##### EXTRACTED DATA #####

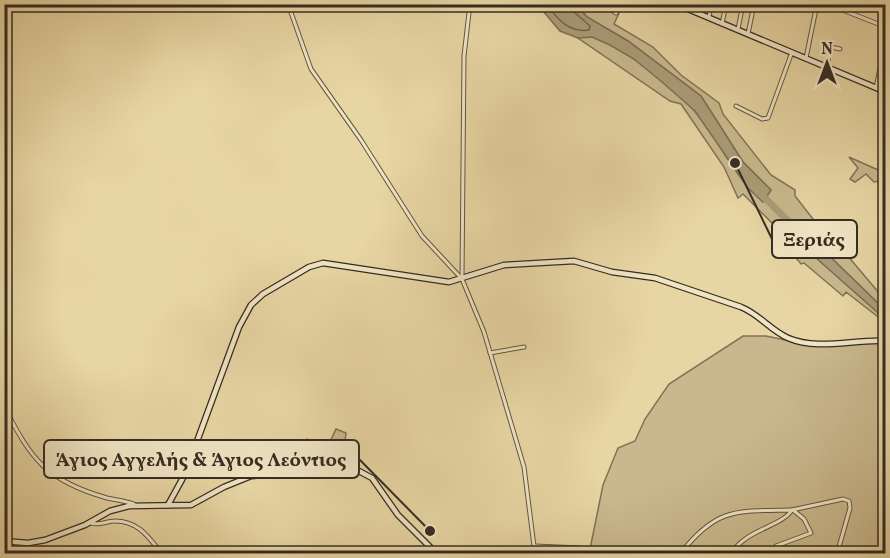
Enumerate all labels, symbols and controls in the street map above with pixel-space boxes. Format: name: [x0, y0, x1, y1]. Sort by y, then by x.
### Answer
north arrow: [797, 33, 857, 93]
text: N: [821, 39, 833, 61]
callout: Ξεριάς: [772, 220, 857, 258]
text: Ξεριάς: [783, 227, 845, 255]
callout: Άγιος Αγγελής & Άγιος Λεόντιος: [44, 440, 359, 478]
text: Άγιος Αγγελής & Άγιος Λεόντιος: [56, 447, 346, 475]

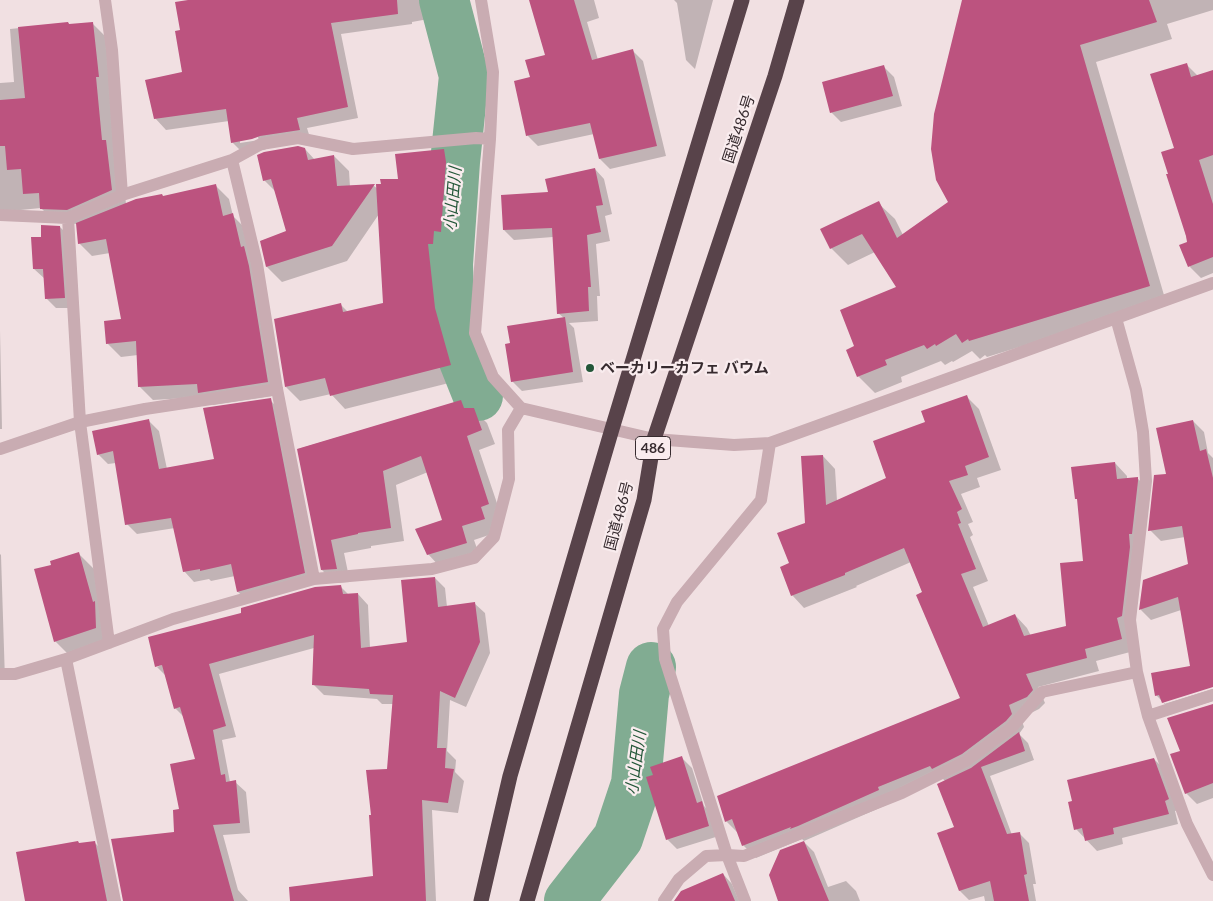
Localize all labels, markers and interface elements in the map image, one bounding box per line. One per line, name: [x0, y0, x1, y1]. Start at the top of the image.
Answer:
street label: 国道486号: [719, 92, 759, 166]
water label: 小山田川: [441, 166, 465, 232]
place label: ベーカリーカフェ バウム: [600, 359, 769, 377]
marker: ベーカリーカフェ バウム: [584, 362, 596, 374]
road number: 486: [636, 436, 670, 459]
street label: 国道486号: [601, 479, 637, 553]
water label: 小山田川: [622, 730, 650, 796]

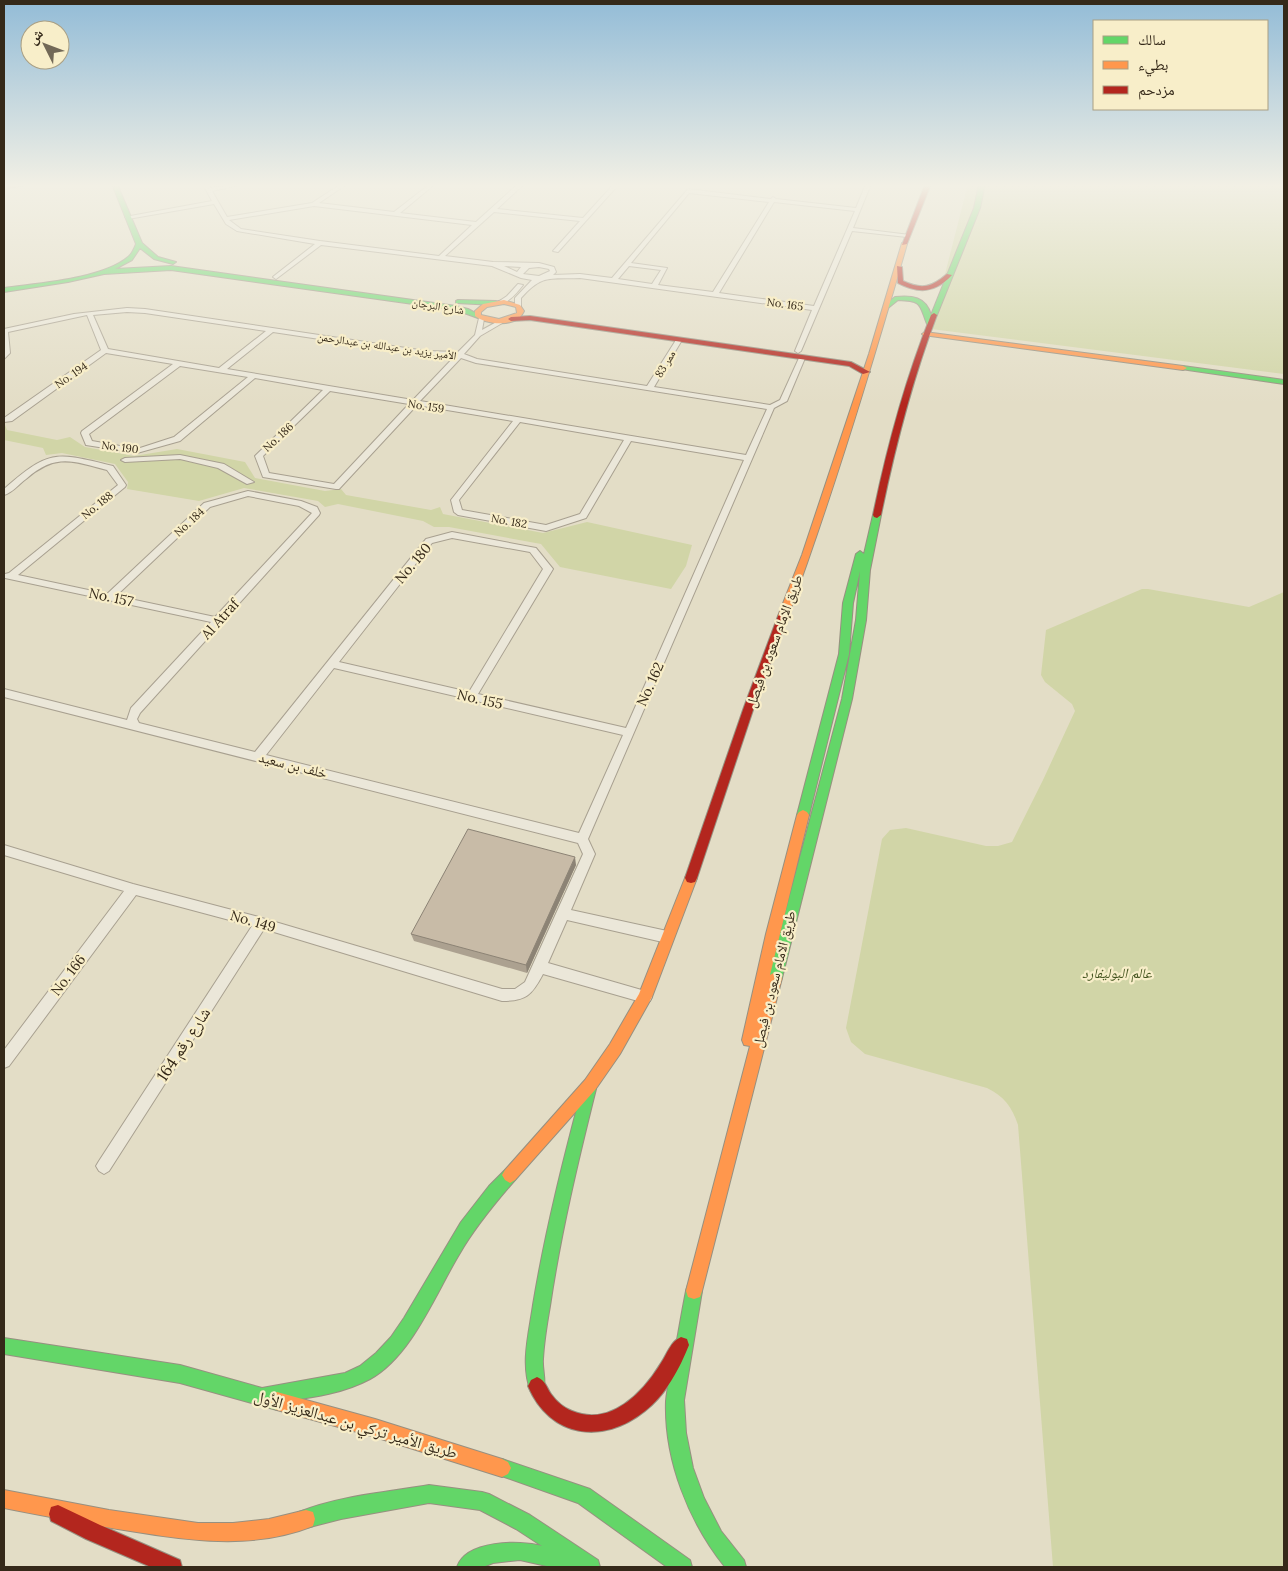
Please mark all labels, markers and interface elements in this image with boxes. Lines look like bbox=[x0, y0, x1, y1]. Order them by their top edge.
north arrow bbox=[20, 20, 70, 70]
legend bbox=[1093, 20, 1268, 110]
text: ش bbox=[24, 25, 47, 48]
text: سالك bbox=[1138, 30, 1166, 49]
text: بطيء bbox=[1138, 55, 1168, 77]
text: مزدحم bbox=[1138, 80, 1175, 100]
street label: شارع البرجان bbox=[411, 295, 465, 317]
street label: No. 165 bbox=[766, 295, 804, 313]
street label: الأمير يزيد بن عبدالله بن عبدالرحمن bbox=[317, 329, 457, 363]
street label: ممر 83 bbox=[651, 348, 679, 380]
street label: No. 194 bbox=[52, 359, 90, 391]
street label: No. 159 bbox=[407, 396, 445, 416]
street label: No. 186 bbox=[260, 419, 296, 455]
street label: No. 190 bbox=[101, 438, 140, 456]
street label: No. 188 bbox=[78, 488, 116, 522]
street label: No. 184 bbox=[171, 504, 207, 540]
street label: No. 182 bbox=[490, 511, 528, 531]
street label: No. 180 bbox=[391, 539, 435, 587]
street label: طريق الإمام سعود بن فيصل bbox=[742, 572, 807, 710]
street label: No. 157 bbox=[87, 584, 135, 611]
street label: Al Atraf bbox=[196, 594, 244, 644]
street label: No. 162 bbox=[632, 659, 668, 709]
street label: No. 155 bbox=[455, 685, 505, 713]
street label: خلف بن سعيد bbox=[257, 748, 329, 782]
street label: No. 149 bbox=[228, 906, 278, 936]
street label: طريق الامام سعود بن فيصل bbox=[748, 909, 801, 1049]
street label: No. 166 bbox=[47, 951, 89, 999]
park label: عالم البوليفارد bbox=[1082, 964, 1153, 983]
street label: شارع رقم 164 bbox=[152, 1003, 215, 1085]
street label: طريق الأمير تركي بن عبدالعزيز الأول bbox=[251, 1385, 460, 1466]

#####

- _PROBLEM REQUIREMENTS_
Set down the lines of the records above exactly, apart from the pictures.

- _SOLUTION FOR THIS PROBLEM_
Enumerate all labels, symbols and controls in the street map above with pixel-space boxes. Format: name: [x0, y0, x1, y1]. Sort by y, then by x.
### Answer
north arrow: [797, 33, 857, 93]
text: N: [821, 39, 833, 61]
callout: Ξεριάς: [772, 220, 857, 258]
text: Ξεριάς: [783, 227, 845, 255]
callout: Άγιος Αγγελής & Άγιος Λεόντιος: [44, 440, 359, 478]
text: Άγιος Αγγελής & Άγιος Λεόντιος: [56, 447, 346, 475]

Localize all labels, markers and interface elements in the map image, one bounding box per line. One per line, name: [x0, y0, x1, y1]. Start at the top of the image.
Answer:
street label: 国道486号: [719, 92, 759, 166]
water label: 小山田川: [441, 166, 465, 232]
place label: ベーカリーカフェ バウム: [600, 359, 769, 377]
marker: ベーカリーカフェ バウム: [584, 362, 596, 374]
road number: 486: [636, 436, 670, 459]
street label: 国道486号: [601, 479, 637, 553]
water label: 小山田川: [622, 730, 650, 796]

Please mark all labels, markers and interface elements in this image with boxes. Lines look like bbox=[x0, y0, x1, y1]. Order them by their top edge.
north arrow bbox=[20, 20, 70, 70]
legend bbox=[1093, 20, 1268, 110]
text: ش bbox=[24, 25, 47, 48]
text: سالك bbox=[1138, 30, 1166, 49]
text: بطيء bbox=[1138, 55, 1168, 77]
text: مزدحم bbox=[1138, 80, 1175, 100]
street label: شارع البرجان bbox=[411, 295, 465, 317]
street label: No. 165 bbox=[766, 295, 804, 313]
street label: الأمير يزيد بن عبدالله بن عبدالرحمن bbox=[317, 329, 457, 363]
street label: ممر 83 bbox=[651, 348, 679, 380]
street label: No. 194 bbox=[52, 359, 90, 391]
street label: No. 159 bbox=[407, 396, 445, 416]
street label: No. 186 bbox=[260, 419, 296, 455]
street label: No. 190 bbox=[101, 438, 140, 456]
street label: No. 188 bbox=[78, 488, 116, 522]
street label: No. 184 bbox=[171, 504, 207, 540]
street label: No. 182 bbox=[490, 511, 528, 531]
street label: No. 180 bbox=[391, 539, 435, 587]
street label: طريق الإمام سعود بن فيصل bbox=[742, 572, 807, 710]
street label: No. 157 bbox=[87, 584, 135, 611]
street label: Al Atraf bbox=[196, 594, 244, 644]
street label: No. 162 bbox=[632, 659, 668, 709]
street label: No. 155 bbox=[455, 685, 505, 713]
street label: خلف بن سعيد bbox=[257, 748, 329, 782]
street label: No. 149 bbox=[228, 906, 278, 936]
street label: طريق الامام سعود بن فيصل bbox=[748, 909, 801, 1049]
street label: No. 166 bbox=[47, 951, 89, 999]
park label: عالم البوليفارد bbox=[1082, 964, 1153, 983]
street label: شارع رقم 164 bbox=[152, 1003, 215, 1085]
street label: طريق الأمير تركي بن عبدالعزيز الأول bbox=[251, 1385, 460, 1466]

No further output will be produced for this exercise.